L’erratum technique 5543, vérifié en novembre 2018, illustre cette distinction dans un domaine voisin. Il corrige la définition XML de Confidence afin d’autoriser le contenu numérique décrit par le texte. Cette correction rend la représentation cohérente avec cette possibilité ; elle ne crée pas une signification partagée des nombres. L’interprétation numérique demeure hors du périmètre défini par le RFC. Un nombre correctement reçu peut encore demander un accord avant de servir à une décision. Erratum 5543, RFC 7970.

Il serait donc abusif de transformer cette correction en garantie générale sur les restrictions de diffusion. Elle ne résout pas leurs valeurs par défaut. Plus largement, les erreurs de syntaxe, les ambiguïtés du modèle et les conventions manquantes ne réclament pas nécessairement le même responsable ni la même réponse.

La coopération continue après le transport

L’échange sous-jacent doit assurer confidentialité, intégrité et authenticité, selon le RFC 7970. Le format reconnaît néanmoins qu’une consigne de divulgation ne fournit aucun mécanisme technique garantissant son respect par le destinataire. Sa discussion de la vie privée concerne également les rapports conservés et les analyses dérivées. Des identifiants peuvent devenir plus révélateurs lorsqu’ils sont rapprochés ; des tiers peuvent être décrits sans avoir participé à l’échange. RFC 7970, section 9.

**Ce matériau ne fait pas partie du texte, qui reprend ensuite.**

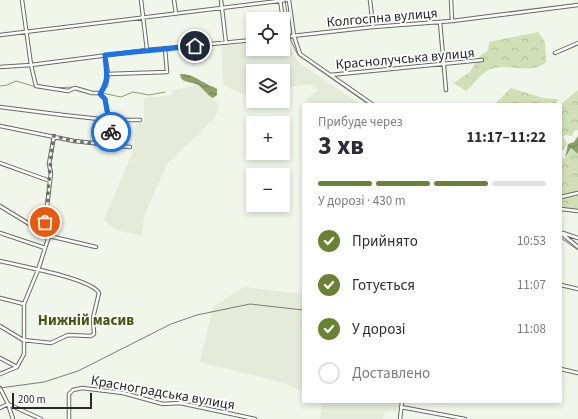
<!DOCTYPE html>
<html lang="uk">
<head>
<meta charset="utf-8">
<style>
	body { margin:0; font-family:"Source Sans 3",sans-serif; background:#f7f7f7; color:#2b2b33; height:100vh; display:flex; flex-direction:column; font-size:15px; white-space:nowrap }
	* { box-sizing:border-box; margin:0 }
	p { font-size:13px; color:#7c7c81 }
	.icon { flex:none; width:22px; height:22px; fill:none; stroke:currentColor; stroke-width:2; stroke-linecap:round; stroke-linejoin:round }
	.map { position:relative; flex:1; overflow:hidden }
	.details { position:absolute; left:302px; top:103px; width:260px; height:300px; display:flex; flex-direction:column; background:#fff; border-radius:0px; box-shadow:0 2px 6px #0003 }
	.details>* { flex:none }
	.buttons { position:absolute; left:246px; top:12px; display:grid; gap:8px }
	.buttons a { display:grid; place-items:center; width:44px; height:44px; border-radius:0px; background:#fff; box-shadow:0 2px 6px #0003; font-size:20px }
	.scale { position:absolute; left:12px; bottom:10px; width:80px; box-sizing:border-box; padding-left:4px; border:2px solid #292a26; border-top:0; font-size:11px; line-height:14px; white-space:nowrap; color:#292a26; -webkit-text-stroke:3px #fff; paint-order:stroke }
	.pin { position:absolute; display:grid; place-items:center; width:34px; height:34px; color:#fff; margin:-17px; border:2px solid #fff; border-radius:50%; box-shadow:0 1px 4px #0007 }
	.courier { position:absolute; display:grid; place-items:center; width:40px; height:40px; margin:-20px; border:3px solid #1a73e8; border-radius:50%; background:#fff; color:#222; box-shadow:0 1px 5px #0007 }
	.summary em { font-style:normal; font-weight:700 }
	.summary div { display:flex; flex-direction:column-reverse }
	.summary { display:flex; align-items:center; justify-content:space-between; height:68px; padding:0 16px }
	h1 { font-size:26px; font-weight:700; line-height:30px }
	.bar { display:grid; grid-template-columns:repeat(4,1fr); gap:6px 4px; align-content:center; height:48px; padding:0 16px }
	.bar i { height:5px; border-radius:3px; background:#e1e1e2 }
	.bar .selected { background:#6a8234 }
	.bar p { grid-column:span 4 }
	ol { padding:0 16px; list-style:none }
	li { display:flex; align-items:center; gap:12px; height:44px }
	li p { margin-inline-start:auto }
	li .icon { padding:4px; border-radius:50%; background:#6a8234; color:#fff; stroke-width:4 }
	li:last-child { color:#7c7c81 }
	li i { width:22px; height:22px; border:2px solid #e1e1e2; border-radius:50% }
	.map>svg:first-child { display:block }
	.built { fill:#e4ebd9 }
	.forest { fill:url(#forest-crowns) }
	.water { fill:url(#water-waves) }
	.lines { fill:none; stroke-linecap:round; stroke-linejoin:round }
	.stream { stroke:#8d9f6b; stroke-width:1 }
	.minor-casing { stroke:#676a61; stroke-width:4.5 }
	.minor { stroke:#fff; stroke-width:2.5 }
	.tram { stroke:#7a7c75; stroke-width:1 }
	.rail { stroke:#7a7c75; stroke-width:1 }
	.done { stroke:#6f716b; stroke-width:4; stroke-dasharray:0 7.2 }
	.route { stroke:#1a73e8; stroke-width:5 }
	.labels { text-anchor:middle; stroke-width:3.5; stroke-linejoin:round; paint-order:stroke }
	.street-label { font-size:14px; fill:#292a26; stroke:#fff }
	.neighbourhood-label { font-size:15px; font-weight:bold; fill:#43580b; stroke:#fff }
</style>
</head>
<body>
<div class="map">
<svg width="578" height="419" viewBox="0 0 578 419">
	<defs>
		<pattern id="forest-crowns" width="20" height="18" patternUnits="userSpaceOnUse"><rect width="20" height="18" fill="#d0dfb6"/><path d="M2 6a3 3 0 1 1 6 0M12 15a3 3 0 1 1 6 0" fill="none" stroke="#b3c09c"/></pattern>
		<pattern id="water-waves" width="16" height="10" patternUnits="userSpaceOnUse"><rect width="16" height="10" fill="#8d9f6b"/><path d="M0 5q4-4 8 0t8 0" fill="none" stroke="#738258"/></pattern>
	</defs>
	<rect width="100%" height="100%" fill="#f1f6eb"/>
	<!-- built -->
	<path class="built" d="M286,39L298,62L360,104H311L306,99L319,90L309,84L283,88V71H253V92L243,94L228,87L223,83L222,46L253,43V49H283V40Z
		M197,85L209,94L219,106L215,118L167,164L144,216L142,236L117,230L104,220L133,151L136,124L144,122V98L172,95L173,90Z
		M244,287L303,294V391L277,381L200,362L213,307Z
		M322,402H401L396,411H385L383,419H320Z"/>
	<!-- forest -->
	<path class="forest" d="M538,32L545,42L546,62C534,75 507,63 491,69C479,74 475,84 466,91L454,83L470,72L480,56L488,50L489,42Z
		M511,88L543,98L558,99L555,104H495Z
		M578,90V130L574,131L572,136L565,135L563,137L567,144L561,153V104Z
		M571,148L578,154V192L561,196V159L566,158Z
		M578,194V209L561,207V198Z"/>
	<!-- water -->
	<path class="water" d="M180,74C192,74 195,78 205,83C209,86 213,86 217,89V95L213,98C207,95 203,88 198,85C191,81 181,84 180,74Z
		M578,136V154L571,148L565,158L568,144L574,142Z"/>
	<g class="lines">
		<!-- stream -->
		<path class="stream" d="M0,86L7,85L16,81L36,87
			M53,88L74,87
			M102,93L121,97L133,92L149,95L165,92"/>
		<defs>
			<path id="minor" d="M22,0L31,65L36,86L68,91L75,88L92,93H101
				M141,0L147,50
				M174,0L176,14
				M221,0L226,43
				M280,0L283,19
				M289,0L294,36L300,54L372,104
				M370,0L373,27
				M451,0L452,21
				M440,22L446,90
				M283,23L285,37
				M0,35L287,0
				M283,37L373,27L452,21L578,5
				M555,53L578,43
				M105,55L108,74
				M0,67L31,65L147,50L253,40
				M108,74L167,72L165,48
				M108,74L106,85L100,94L105,99L113,146
				M330,75L482,60
				M0,107L63,115L109,120H140
				M0,126L74,141L130,147
				M0,163L50,181
				M561,197L578,193
				M0,206L49,236L96,247
				M561,209L578,211
				M44,232L51,173L49,164L54,136
				M0,233L45,248
				M561,233L578,247
				M563,233L578,238
				M0,261C19,266 91,278 99,293L93,318L94,334L91,336L68,335L51,343L23,340L0,326
				M561,285L578,289
				M0,298L24,304
				M0,358L17,367
				M561,369L578,373
				M0,374L17,367L24,354V304L38,270L49,236
				M0,388L8,404L13,419
				M8,404L41,419
				M401,407L465,419
				M0,408L8,404
				M69,419V394L73,390L82,388L123,393L163,404L180,403L255,419
				M400,419L402,402"/>
		</defs>
		<!-- minor casing -->
		<use href="#minor" class="minor-casing"/>
		<!-- minor -->
		<use href="#minor" class="minor"/>
		<!-- tram -->
		<path class="tram" d="M285,0L291,41L298,55L368,104
			M561,238L578,250"/>
		<!-- rail -->
		<path class="rail" d="M0,388L44,382L78,371L171,324L197,315L250,304L303,310"/>
	</g>
	<g class="lines">
		<!-- done -->
		<path class="done" d="M45,222C49,193 49,165 54,136L74,141L112,146L111,132"/>
		<!-- route -->
		<path class="route" d="M111,132L105,99L100,94C110,78 106,72 105,55L195,46"/>
	</g>
	<g class="labels">
		<!-- street labels -->
		<g class="street-label">
			<text transform="translate(382 17) rotate(-5)" y="5">Колгоспна вулиця</text>
			<text transform="translate(405 58) rotate(-5)" y="5">Краснолучська вулиця</text>
			<text transform="translate(163 392) rotate(10)" y="5">Красноградська вулиця</text>
		</g>
		<!-- neighbourhood labels -->
		<g class="neighbourhood-label">
			<text x="86" y="325">Нижній масив</text>
		</g>
	</g>
</svg>
<div class="buttons">
<a><svg class="icon" aria-label="locate" viewBox="0 0 24 24"><circle cx="12" cy="12" r="6"/><path d="M12 2v4M12 18v4M2 12h4M18 12h4"/></svg></a>
<a><svg class="icon" aria-label="layers" viewBox="0 0 24 24"><path d="M12 4l9 5-9 5-9-5zM3 14l9 5 9-5"/></svg></a>
<a>+</a>
<a>−</a>
</div>
<div class="scale">200 m</div>
<div class="pin" style="left:45px;top:222px;background:#ea580c"><svg class="icon" aria-label="bag" viewBox="0 0 24 24"><path d="M5 8h14l-1 12H6zM9 8a3 3 0 0 1 6 0"/></svg></div>
<div class="pin" style="left:195px;top:46px;background:#1f2937"><svg class="icon" aria-label="home" viewBox="0 0 24 24"><path d="M3 11l9-7 9 7M6 9v11h12V9"/></svg></div>
<div class="courier" style="left:111px;top:132px"><svg class="icon" aria-label="bike" viewBox="0 0 24 24"><circle cx="6" cy="16" r="4"/><circle cx="18" cy="16" r="4"/><path d="M6 16l4-8h5l3 8M10 8l3 8H6M13 5h3"/></svg></div>
<section class="details">
<div class="summary"><div><h1>3 хв</h1><p>Прибуде через</p></div><em>11:17–11:22</em></div>
<div class="bar"><i class="selected"></i><i class="selected"></i><i class="selected"></i><i></i><p>У дорозі · 430 m</p></div>
<ol>
<li><svg class="icon" aria-label="check" viewBox="0 0 24 24"><path d="M5 12l5 5 9-10"/></svg>Прийнято<p>10:53</p></li>
<li><svg class="icon" aria-label="check" viewBox="0 0 24 24"><path d="M5 12l5 5 9-10"/></svg>Готується<p>11:07</p></li>
<li><svg class="icon" aria-label="check" viewBox="0 0 24 24"><path d="M5 12l5 5 9-10"/></svg>У дорозі<p>11:08</p></li>
<li><i></i>Доставлено</li>
</ol>
</section>
</div>
</body>
</html>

Le RFC 6545 consacré à RID développe, dans ses sections sur la vie privée et les profils de partage, l’importance des accords sur les catégories de données, leur protection et leur circulation ultérieure. Il envisage aussi qu’un résultat confirme une action de limitation de l’incident sans révéler l’identité de sa source. Une coopération utile ne demande donc pas toujours de communiquer le maximum d’information disponible. De même, protéger chaque liaison successive ne règle pas à lui seul la visibilité de bout en bout. Ces considérations de conception ne valent pas autorisation juridique contemporaine. RFC 6545, sections 9.5–9.6.

L’enjeu pratique est de traiter l’extrait comme une nouvelle sortie à examiner. Son audience correspond-elle à celle voulue ? La restriction effective reste-t-elle explicable ? La convention invoquée par default concerne-t-elle encore les destinataires ? Une exception locale a-t-elle été conservée sans être étendue aux éléments voisins ? Ce sont des questions d’exploitation proposées ici, pas des exigences supplémentaires attribuées au RFC.

La distinction de Lu Heng entre représentation symbolique et pouvoir effectif aide à situer le problème. L’étiquette indique une frontière. Le programme qui extrait, la personne qui approuve les destinataires et les pratiques de l’organisation réceptrice participent à son application réelle. Cette lecture n’attribue pas à Lu Heng une analyse d’IODEF ; elle utilise son cadre pour repérer où se prend une décision que le vocabulaire peut rendre invisible. Lu Heng, sur les couches de réalité.

Partager moins de données n’est pas automatiquement partager avec plus de discernement. Un petit extrait privé de sa règle peut être moins maîtrisé qu’un dossier dont les limites sont explicites. L’objectif n’est pas d’interdire l’extraction, mais de faire voyager les conditions nécessaires avec ce que l’on choisit de transmettre.